McCormack becomes legendary Nashville couturier Nudie, hijacking Hank's and the tailor's biographies for his own selfish purposes. Similarly, after disposing of Audrey, Hank's wife, Nudie transforms the singer into a star (i.e., a functional zombie, in thrall to his master's bidding). A blood-sucking vampire, Nudie laughs in villainous block letters, like a cartoon, or a ransom note. Before meeting Hank, he worked on wax effigies for the carnival. Eventually, his ward incapacitated, he makes one in Hank's likeness. He makes one in Audrey's likeness as well. Everyone undergoes disguise and double cross of some sort in The Haunted Hillbilly. McCormack plays dress-up, then switcheroo. Through Nudie, he literalizes the fan's most possessive, God-playing impulses, draining the life from his subject in order to animate his own perverse whims. "Tailor from the crypt," Nudie makes Hank a living doll, entombing him in the shadow box casket of sexual fantasy.
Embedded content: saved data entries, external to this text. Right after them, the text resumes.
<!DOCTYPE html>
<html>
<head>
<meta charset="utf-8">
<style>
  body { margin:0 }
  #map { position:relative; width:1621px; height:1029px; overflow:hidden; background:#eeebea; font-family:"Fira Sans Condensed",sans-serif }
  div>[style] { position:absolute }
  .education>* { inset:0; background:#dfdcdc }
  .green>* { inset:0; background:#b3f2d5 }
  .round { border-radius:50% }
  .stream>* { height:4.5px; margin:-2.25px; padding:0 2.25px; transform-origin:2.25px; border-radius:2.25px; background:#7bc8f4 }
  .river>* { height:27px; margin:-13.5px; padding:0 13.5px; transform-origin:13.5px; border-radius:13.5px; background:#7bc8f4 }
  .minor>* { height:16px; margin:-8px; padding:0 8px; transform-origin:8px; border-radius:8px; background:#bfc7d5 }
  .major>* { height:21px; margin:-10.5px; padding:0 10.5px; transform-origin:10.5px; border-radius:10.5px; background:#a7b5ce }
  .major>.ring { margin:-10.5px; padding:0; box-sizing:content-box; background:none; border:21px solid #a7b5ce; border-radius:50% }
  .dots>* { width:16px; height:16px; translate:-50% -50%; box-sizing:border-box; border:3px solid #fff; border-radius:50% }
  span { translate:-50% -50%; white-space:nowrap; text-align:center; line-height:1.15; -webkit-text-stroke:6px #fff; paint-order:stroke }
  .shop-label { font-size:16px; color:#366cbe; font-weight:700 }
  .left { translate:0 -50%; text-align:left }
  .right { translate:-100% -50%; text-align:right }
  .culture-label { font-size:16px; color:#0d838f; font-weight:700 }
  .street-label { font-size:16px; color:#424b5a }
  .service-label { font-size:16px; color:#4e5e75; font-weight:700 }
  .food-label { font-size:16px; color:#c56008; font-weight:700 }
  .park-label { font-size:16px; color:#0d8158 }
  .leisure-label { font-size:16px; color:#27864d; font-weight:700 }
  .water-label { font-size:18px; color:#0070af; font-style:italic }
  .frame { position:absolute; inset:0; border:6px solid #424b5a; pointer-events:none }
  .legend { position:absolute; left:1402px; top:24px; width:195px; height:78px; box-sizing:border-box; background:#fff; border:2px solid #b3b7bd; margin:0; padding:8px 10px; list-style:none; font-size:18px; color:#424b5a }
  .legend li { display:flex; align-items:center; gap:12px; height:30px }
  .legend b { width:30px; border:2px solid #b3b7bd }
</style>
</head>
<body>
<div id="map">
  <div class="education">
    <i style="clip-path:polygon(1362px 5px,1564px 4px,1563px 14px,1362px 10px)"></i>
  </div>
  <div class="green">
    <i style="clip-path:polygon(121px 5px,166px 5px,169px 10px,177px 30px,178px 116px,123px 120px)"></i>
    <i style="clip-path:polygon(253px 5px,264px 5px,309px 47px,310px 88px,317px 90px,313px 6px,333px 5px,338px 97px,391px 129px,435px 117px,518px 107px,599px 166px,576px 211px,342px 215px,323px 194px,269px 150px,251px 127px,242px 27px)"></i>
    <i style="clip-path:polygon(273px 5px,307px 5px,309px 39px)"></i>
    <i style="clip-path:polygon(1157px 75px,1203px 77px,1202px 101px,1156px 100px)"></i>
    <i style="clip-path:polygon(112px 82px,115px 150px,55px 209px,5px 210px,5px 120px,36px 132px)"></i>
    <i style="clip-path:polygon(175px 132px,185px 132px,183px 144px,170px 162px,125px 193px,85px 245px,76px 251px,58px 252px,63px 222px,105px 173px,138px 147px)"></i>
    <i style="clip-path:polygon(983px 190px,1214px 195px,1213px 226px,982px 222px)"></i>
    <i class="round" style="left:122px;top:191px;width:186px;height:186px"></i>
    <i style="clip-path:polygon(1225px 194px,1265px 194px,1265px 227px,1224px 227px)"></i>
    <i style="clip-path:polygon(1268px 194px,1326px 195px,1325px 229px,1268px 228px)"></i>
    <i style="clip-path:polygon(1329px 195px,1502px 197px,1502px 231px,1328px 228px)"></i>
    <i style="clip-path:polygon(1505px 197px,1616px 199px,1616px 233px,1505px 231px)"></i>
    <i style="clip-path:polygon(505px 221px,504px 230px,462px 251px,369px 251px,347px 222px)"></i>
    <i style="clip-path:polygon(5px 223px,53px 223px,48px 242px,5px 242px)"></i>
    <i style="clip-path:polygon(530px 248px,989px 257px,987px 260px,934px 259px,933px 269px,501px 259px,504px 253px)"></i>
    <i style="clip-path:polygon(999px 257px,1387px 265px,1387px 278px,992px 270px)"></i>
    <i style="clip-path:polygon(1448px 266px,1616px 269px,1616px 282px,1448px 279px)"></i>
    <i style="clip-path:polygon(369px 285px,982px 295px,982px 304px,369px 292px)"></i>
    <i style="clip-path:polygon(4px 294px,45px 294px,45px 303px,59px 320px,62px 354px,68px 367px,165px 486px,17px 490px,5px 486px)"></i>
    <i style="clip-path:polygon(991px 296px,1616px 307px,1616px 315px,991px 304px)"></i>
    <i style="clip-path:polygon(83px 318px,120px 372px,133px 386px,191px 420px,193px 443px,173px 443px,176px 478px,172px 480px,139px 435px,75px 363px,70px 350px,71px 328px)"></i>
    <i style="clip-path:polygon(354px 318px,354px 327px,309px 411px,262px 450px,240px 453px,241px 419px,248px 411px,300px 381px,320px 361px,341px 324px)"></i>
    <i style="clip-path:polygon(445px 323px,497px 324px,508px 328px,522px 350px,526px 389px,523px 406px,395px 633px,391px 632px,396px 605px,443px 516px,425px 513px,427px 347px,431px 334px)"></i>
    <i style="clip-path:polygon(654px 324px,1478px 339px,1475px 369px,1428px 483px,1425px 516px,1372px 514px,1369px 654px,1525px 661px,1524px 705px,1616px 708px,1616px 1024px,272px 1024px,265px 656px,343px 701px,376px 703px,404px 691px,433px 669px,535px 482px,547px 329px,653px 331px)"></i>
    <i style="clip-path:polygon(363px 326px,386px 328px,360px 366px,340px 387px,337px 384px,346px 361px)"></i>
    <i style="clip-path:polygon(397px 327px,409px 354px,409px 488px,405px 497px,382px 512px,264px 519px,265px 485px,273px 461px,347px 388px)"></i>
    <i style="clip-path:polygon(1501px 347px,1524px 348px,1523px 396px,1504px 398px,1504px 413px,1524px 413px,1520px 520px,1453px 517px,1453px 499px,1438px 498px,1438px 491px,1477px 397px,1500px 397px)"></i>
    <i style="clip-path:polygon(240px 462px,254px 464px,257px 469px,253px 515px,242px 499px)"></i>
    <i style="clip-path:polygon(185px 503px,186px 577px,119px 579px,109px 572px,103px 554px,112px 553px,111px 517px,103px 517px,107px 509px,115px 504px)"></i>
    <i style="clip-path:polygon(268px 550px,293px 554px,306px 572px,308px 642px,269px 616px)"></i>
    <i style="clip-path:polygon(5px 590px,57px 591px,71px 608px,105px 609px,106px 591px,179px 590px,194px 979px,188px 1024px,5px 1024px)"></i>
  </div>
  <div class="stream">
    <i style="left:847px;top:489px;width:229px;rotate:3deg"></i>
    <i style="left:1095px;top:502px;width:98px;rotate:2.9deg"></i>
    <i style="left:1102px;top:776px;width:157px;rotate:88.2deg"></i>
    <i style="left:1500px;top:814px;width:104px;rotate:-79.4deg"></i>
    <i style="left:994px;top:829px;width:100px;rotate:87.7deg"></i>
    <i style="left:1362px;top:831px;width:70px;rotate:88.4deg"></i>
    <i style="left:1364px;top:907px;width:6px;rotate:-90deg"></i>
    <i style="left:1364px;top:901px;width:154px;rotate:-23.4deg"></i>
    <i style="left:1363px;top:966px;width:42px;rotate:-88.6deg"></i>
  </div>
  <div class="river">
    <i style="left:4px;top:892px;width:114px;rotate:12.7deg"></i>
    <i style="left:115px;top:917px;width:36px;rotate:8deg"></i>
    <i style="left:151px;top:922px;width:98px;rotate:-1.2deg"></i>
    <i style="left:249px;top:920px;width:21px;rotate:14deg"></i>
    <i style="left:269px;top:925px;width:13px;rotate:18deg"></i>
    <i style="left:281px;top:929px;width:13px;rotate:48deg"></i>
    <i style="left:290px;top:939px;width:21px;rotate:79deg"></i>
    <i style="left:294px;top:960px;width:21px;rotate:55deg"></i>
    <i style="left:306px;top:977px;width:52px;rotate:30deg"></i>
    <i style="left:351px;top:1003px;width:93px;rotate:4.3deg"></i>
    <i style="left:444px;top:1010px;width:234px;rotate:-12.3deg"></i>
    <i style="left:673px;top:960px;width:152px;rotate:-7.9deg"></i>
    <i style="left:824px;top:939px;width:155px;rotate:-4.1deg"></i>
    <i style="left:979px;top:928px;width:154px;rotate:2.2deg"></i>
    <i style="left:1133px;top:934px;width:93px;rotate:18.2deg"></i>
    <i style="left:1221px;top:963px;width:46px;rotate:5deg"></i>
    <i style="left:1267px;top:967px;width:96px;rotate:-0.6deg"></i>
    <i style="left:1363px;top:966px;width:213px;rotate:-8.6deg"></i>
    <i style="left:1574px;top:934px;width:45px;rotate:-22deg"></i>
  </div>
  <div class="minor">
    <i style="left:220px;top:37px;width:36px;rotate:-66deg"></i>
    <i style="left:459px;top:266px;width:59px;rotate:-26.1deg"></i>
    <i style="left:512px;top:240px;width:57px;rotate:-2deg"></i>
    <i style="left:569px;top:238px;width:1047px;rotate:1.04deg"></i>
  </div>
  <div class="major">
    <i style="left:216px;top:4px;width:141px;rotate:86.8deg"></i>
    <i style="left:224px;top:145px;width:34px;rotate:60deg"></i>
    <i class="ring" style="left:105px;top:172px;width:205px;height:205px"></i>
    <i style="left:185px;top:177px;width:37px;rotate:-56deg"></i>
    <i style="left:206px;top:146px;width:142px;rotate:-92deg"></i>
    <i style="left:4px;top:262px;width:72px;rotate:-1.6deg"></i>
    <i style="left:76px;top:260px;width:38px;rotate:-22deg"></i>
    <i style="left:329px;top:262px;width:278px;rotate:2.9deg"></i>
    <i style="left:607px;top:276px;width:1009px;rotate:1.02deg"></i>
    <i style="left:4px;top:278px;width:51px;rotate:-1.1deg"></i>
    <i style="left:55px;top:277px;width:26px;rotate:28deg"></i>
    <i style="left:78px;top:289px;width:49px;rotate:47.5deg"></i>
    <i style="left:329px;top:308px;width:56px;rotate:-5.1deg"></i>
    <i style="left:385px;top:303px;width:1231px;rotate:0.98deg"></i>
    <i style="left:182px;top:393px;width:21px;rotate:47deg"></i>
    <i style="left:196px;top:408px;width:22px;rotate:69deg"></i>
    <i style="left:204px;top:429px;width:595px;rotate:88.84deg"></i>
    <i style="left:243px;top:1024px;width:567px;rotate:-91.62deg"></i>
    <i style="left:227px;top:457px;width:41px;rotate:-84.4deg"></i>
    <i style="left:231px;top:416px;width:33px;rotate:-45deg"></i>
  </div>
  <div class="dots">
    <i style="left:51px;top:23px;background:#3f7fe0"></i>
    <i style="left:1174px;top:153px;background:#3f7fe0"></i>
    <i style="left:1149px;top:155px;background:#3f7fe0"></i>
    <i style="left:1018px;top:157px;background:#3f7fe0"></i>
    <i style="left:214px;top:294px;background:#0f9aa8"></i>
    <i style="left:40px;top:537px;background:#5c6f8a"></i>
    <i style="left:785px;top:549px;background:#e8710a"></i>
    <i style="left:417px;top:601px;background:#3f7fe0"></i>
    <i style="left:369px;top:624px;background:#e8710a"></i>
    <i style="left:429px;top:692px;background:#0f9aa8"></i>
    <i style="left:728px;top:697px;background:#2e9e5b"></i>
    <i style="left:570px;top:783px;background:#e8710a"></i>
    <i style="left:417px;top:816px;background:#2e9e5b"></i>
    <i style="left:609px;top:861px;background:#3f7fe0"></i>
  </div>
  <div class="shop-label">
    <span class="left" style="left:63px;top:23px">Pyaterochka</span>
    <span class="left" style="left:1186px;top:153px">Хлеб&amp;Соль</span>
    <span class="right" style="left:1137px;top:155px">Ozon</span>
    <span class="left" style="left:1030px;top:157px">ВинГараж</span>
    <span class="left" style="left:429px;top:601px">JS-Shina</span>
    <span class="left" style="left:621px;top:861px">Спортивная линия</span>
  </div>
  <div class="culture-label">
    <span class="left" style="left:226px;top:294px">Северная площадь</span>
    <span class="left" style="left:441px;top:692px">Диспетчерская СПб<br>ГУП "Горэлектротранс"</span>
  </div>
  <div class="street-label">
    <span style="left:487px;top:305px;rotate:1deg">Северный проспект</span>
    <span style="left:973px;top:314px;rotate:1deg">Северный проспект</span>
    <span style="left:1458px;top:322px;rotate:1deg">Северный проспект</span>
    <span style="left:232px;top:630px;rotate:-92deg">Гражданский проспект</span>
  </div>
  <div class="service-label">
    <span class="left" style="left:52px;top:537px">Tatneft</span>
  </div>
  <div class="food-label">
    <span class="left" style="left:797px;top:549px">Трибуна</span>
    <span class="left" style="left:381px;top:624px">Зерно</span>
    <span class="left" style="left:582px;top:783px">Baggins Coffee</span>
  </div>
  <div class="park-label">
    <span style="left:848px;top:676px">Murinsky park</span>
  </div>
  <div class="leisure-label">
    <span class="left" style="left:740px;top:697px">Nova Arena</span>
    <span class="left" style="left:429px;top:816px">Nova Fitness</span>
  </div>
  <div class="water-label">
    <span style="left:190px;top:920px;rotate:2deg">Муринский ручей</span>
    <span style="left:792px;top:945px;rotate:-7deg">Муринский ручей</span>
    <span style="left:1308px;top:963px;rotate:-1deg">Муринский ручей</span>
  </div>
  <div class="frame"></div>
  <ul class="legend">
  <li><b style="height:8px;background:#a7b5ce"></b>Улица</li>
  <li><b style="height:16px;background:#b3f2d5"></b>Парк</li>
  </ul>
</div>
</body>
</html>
The Haunted Hillbilly, like Moira Orfei, carries fandom to its illogical extremes. Nudie puts words in Hank's mouth, and even worse in his behind. Perhaps McCormack is more along the lines of an artist-collector like Henry Darger, one who envisions a threatening, slightly obscene world of wonder for his anatomically incorrect proxies to inhabit, endure, and defend. The mirror in which he sees himself through Hank is one of fun-house distortions and exhilaratingly implausible juxtapositions, so deliciously preposterous that you can barely believe what you're seeing, let alone look away.

Moira Orfei in Aigues-Mortes

By Wayne Koestenbaum. Soft Skull Press, 256 pages, $13.95 (paper).

The Haunted Hillbilly: A Novel

By Derek McCormack. Soft Skull Press, 112 pages, $11.95 (paper).

Brian Pera is the author of the novel Troublemaker.